Recorded data:
•••

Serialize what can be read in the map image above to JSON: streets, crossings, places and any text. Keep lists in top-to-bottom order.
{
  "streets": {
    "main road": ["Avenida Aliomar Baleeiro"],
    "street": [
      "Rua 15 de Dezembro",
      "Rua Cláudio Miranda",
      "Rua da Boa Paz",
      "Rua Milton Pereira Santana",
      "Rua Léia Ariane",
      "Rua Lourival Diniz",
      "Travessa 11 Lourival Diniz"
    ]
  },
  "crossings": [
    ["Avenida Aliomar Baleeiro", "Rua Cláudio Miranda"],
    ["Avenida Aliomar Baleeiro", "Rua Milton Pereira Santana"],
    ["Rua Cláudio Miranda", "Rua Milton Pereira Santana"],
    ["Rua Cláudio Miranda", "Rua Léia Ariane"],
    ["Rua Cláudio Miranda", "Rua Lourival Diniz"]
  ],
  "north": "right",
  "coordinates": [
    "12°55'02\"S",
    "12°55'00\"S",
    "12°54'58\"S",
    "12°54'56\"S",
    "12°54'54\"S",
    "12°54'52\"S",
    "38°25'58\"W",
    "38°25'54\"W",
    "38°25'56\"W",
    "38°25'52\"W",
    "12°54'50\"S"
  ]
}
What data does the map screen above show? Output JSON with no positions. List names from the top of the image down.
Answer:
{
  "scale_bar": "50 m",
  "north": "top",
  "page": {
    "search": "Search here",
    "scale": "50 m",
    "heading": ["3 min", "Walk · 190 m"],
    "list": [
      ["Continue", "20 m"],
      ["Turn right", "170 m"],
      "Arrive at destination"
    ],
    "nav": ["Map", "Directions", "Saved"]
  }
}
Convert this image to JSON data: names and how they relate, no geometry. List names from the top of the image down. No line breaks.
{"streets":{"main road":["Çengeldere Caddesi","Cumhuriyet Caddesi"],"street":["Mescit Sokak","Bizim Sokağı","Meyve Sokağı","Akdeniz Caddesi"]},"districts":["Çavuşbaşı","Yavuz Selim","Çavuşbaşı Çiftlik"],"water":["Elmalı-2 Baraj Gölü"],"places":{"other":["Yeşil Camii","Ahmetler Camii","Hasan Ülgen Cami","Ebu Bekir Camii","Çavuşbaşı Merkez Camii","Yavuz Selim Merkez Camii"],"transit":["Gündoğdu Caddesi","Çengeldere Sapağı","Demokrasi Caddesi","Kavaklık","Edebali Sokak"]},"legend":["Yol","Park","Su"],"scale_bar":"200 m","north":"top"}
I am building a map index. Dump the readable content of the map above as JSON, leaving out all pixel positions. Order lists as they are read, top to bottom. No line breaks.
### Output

•••

» **Exercise objective**
Copy out each line from the preceding entries that mentions the word "Output".

» **Written solution**
What data does the map screen above show? Output JSON with no positions. List names from the top of the image down.
### Output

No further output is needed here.